(Given information)

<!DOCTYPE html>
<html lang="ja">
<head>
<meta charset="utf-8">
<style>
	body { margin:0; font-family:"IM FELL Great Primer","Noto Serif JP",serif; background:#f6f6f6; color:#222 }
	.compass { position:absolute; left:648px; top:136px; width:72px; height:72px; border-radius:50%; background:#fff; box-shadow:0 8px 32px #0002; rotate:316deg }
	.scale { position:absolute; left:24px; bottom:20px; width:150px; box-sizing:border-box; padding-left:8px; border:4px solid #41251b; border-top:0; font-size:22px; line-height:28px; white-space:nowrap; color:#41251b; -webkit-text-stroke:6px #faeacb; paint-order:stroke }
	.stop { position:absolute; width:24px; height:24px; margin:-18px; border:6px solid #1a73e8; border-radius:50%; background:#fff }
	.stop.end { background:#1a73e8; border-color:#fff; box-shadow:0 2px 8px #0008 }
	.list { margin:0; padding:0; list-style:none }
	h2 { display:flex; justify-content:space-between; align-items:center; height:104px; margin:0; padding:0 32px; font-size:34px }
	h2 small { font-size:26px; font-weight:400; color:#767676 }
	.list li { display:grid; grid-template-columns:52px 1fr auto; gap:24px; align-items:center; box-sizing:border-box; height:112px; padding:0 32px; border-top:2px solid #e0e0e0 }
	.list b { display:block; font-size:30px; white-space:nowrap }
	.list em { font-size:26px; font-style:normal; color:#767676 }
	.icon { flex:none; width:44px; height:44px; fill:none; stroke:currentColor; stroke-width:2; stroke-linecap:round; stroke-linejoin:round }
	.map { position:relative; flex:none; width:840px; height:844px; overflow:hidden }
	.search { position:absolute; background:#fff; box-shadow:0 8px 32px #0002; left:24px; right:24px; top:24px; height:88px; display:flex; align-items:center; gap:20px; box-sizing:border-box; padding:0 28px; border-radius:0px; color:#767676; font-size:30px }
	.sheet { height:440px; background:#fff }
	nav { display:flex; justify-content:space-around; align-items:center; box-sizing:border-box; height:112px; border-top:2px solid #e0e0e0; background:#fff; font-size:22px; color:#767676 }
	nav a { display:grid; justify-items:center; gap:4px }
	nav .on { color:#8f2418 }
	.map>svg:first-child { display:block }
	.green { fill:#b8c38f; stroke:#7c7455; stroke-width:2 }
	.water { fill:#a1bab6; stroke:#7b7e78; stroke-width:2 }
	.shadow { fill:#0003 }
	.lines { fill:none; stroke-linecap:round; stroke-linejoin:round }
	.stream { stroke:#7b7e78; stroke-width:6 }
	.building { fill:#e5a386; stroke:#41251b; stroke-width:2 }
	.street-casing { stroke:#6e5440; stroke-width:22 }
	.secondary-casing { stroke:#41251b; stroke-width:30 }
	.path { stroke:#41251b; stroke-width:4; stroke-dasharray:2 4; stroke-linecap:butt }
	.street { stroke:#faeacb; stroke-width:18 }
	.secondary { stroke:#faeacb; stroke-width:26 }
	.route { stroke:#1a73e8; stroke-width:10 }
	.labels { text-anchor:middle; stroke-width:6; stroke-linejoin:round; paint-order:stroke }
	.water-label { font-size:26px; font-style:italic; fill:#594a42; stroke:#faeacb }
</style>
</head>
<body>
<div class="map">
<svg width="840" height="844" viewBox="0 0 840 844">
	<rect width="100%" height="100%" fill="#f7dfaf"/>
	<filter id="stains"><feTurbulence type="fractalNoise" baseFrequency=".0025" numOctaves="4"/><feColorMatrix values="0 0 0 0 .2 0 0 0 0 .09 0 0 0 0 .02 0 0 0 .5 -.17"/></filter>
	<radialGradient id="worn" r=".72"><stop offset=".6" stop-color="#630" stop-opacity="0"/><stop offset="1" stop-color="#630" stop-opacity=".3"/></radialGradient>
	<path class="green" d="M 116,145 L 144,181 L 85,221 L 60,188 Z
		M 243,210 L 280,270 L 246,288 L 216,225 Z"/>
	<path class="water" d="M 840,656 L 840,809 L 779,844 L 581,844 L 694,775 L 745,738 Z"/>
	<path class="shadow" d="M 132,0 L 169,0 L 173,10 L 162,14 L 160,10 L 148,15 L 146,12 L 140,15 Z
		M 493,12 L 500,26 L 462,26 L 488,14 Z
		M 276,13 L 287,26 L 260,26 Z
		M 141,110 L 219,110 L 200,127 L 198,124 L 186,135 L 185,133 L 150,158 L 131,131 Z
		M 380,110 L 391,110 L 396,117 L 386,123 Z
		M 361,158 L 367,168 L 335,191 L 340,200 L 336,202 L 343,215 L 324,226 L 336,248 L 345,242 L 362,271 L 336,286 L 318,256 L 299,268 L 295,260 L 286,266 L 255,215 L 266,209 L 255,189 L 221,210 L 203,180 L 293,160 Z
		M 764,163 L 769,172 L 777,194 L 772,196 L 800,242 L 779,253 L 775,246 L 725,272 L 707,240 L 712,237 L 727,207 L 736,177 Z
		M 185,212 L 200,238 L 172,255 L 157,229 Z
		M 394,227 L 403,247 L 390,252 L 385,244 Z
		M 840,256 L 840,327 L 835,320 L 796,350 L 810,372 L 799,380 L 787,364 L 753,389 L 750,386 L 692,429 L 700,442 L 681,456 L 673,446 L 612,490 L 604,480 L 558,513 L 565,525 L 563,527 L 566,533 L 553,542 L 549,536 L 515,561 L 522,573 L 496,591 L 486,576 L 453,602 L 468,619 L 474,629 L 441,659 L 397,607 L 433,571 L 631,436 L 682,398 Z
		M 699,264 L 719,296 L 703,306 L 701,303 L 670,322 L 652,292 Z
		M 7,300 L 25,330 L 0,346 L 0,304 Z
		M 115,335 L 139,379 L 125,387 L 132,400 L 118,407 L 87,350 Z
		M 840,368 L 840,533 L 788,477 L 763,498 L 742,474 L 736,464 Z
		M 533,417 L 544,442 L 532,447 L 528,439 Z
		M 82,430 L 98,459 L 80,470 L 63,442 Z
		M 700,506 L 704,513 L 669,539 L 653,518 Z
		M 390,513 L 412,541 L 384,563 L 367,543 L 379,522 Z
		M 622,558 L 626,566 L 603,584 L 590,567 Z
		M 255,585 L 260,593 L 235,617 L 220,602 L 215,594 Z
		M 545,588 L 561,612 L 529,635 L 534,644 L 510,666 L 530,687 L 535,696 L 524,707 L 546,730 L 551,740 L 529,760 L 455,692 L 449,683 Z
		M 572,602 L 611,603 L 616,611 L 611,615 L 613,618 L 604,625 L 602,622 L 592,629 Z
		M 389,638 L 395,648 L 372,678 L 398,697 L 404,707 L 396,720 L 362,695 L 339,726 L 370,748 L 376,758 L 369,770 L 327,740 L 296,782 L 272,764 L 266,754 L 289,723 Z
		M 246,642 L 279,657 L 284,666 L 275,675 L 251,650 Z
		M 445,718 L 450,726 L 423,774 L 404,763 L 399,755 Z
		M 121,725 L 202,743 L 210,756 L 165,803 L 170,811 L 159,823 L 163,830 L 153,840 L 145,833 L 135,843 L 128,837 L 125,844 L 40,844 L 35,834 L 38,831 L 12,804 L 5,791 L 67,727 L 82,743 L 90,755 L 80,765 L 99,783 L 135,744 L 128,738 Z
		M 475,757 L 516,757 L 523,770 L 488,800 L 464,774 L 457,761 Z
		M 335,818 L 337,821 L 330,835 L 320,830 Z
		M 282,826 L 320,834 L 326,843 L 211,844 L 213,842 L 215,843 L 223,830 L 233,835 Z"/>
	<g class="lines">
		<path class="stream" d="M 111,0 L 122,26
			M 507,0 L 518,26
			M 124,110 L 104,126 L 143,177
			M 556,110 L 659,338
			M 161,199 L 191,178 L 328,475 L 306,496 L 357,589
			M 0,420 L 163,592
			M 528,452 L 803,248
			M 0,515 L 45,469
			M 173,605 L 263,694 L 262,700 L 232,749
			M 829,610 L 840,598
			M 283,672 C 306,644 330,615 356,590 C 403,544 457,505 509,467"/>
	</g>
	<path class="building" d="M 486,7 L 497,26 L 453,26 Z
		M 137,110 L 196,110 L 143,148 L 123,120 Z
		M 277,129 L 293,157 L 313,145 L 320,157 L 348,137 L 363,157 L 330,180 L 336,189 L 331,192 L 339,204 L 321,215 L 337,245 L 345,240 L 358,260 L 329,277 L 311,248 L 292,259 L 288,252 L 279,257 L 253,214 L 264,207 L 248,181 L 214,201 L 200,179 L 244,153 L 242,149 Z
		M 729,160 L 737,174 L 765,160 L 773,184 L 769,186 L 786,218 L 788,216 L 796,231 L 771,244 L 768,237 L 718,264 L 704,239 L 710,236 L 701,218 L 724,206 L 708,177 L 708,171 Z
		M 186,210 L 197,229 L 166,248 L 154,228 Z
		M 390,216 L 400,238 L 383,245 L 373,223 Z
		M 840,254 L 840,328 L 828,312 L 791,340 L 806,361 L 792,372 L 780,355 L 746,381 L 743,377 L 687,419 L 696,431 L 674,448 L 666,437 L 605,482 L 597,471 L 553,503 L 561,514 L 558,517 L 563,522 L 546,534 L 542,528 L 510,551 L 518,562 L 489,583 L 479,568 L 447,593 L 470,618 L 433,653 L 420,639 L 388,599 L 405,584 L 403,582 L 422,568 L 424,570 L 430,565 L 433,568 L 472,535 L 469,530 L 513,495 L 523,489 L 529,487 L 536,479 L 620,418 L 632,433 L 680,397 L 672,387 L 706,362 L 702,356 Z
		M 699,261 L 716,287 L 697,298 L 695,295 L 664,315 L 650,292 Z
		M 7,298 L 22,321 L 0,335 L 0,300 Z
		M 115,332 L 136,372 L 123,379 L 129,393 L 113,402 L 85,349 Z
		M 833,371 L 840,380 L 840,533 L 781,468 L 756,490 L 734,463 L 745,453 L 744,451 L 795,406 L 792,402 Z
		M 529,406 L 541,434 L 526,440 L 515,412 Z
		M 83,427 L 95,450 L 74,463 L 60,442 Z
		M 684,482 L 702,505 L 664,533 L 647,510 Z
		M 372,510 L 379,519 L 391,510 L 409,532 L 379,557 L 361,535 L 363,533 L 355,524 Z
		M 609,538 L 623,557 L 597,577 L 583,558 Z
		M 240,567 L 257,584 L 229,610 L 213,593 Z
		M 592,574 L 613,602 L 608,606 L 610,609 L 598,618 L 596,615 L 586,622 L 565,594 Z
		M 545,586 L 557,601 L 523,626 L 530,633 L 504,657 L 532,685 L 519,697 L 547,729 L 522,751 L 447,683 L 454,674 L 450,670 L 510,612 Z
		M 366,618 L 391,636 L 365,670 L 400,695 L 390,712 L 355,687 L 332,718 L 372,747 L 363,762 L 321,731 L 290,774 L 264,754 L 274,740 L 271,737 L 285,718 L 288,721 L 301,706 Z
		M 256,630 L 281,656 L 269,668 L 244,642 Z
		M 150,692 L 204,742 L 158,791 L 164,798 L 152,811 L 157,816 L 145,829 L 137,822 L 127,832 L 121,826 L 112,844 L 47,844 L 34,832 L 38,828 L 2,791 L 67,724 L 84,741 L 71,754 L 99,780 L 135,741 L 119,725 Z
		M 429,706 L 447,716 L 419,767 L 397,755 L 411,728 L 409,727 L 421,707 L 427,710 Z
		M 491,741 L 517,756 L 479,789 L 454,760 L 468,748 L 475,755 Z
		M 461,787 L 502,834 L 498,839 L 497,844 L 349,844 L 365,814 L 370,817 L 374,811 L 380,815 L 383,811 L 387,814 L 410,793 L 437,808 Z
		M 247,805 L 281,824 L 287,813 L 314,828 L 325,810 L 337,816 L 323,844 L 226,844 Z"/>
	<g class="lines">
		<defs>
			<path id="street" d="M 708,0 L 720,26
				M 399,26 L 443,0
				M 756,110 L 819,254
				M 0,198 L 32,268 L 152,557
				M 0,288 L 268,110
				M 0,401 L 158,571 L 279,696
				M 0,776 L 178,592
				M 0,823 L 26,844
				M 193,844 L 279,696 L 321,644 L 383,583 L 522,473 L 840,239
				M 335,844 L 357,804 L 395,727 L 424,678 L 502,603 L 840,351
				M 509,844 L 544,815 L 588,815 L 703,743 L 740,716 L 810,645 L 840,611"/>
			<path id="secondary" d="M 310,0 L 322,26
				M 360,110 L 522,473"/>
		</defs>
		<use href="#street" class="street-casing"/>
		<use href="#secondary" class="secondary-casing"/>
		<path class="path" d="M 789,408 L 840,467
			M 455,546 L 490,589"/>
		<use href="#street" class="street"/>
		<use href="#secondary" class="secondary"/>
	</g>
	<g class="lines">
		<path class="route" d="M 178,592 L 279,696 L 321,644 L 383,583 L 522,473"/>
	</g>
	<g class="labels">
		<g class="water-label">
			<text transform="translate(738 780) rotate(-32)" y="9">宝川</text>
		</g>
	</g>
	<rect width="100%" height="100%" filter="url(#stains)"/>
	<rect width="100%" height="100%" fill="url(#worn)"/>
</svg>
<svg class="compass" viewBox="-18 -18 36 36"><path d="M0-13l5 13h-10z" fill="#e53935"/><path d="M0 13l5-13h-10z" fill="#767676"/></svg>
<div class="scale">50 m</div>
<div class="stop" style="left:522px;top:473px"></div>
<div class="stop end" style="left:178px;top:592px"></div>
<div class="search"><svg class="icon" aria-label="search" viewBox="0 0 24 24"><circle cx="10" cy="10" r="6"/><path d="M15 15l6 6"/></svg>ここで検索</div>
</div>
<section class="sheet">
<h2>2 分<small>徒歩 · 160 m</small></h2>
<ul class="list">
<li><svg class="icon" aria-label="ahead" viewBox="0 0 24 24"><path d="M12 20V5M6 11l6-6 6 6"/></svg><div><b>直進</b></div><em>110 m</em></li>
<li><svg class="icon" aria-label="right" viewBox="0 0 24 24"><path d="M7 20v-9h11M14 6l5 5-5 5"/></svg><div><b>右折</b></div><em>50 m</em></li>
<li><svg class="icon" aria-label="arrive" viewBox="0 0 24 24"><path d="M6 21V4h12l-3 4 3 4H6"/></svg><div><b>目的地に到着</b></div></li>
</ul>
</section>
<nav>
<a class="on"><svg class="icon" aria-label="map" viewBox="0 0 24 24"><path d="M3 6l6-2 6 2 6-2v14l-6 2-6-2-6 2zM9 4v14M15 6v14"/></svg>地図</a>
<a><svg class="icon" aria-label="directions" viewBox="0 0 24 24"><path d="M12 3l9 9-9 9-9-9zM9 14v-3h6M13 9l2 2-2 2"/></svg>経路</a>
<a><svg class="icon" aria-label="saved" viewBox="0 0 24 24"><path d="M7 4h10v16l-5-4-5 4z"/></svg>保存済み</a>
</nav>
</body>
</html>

(End Given information)

§ Task directions: What is wanted is every line from the first line of the entries through the line that contains "position:absolute; left:648px; top:136px;", given again exactly.

§ Final answer:
<!DOCTYPE html>
<html lang="ja">
<head>
<meta charset="utf-8">
<style>
	body { margin:0; font-family:"IM FELL Great Primer","Noto Serif JP",serif; background:#f6f6f6; color:#222 }
	.compass { position:absolute; left:648px; top:136px; width:72px; height:72px; border-radius:50%; background:#fff; box-shadow:0 8px 32px #0002; rotate:316deg }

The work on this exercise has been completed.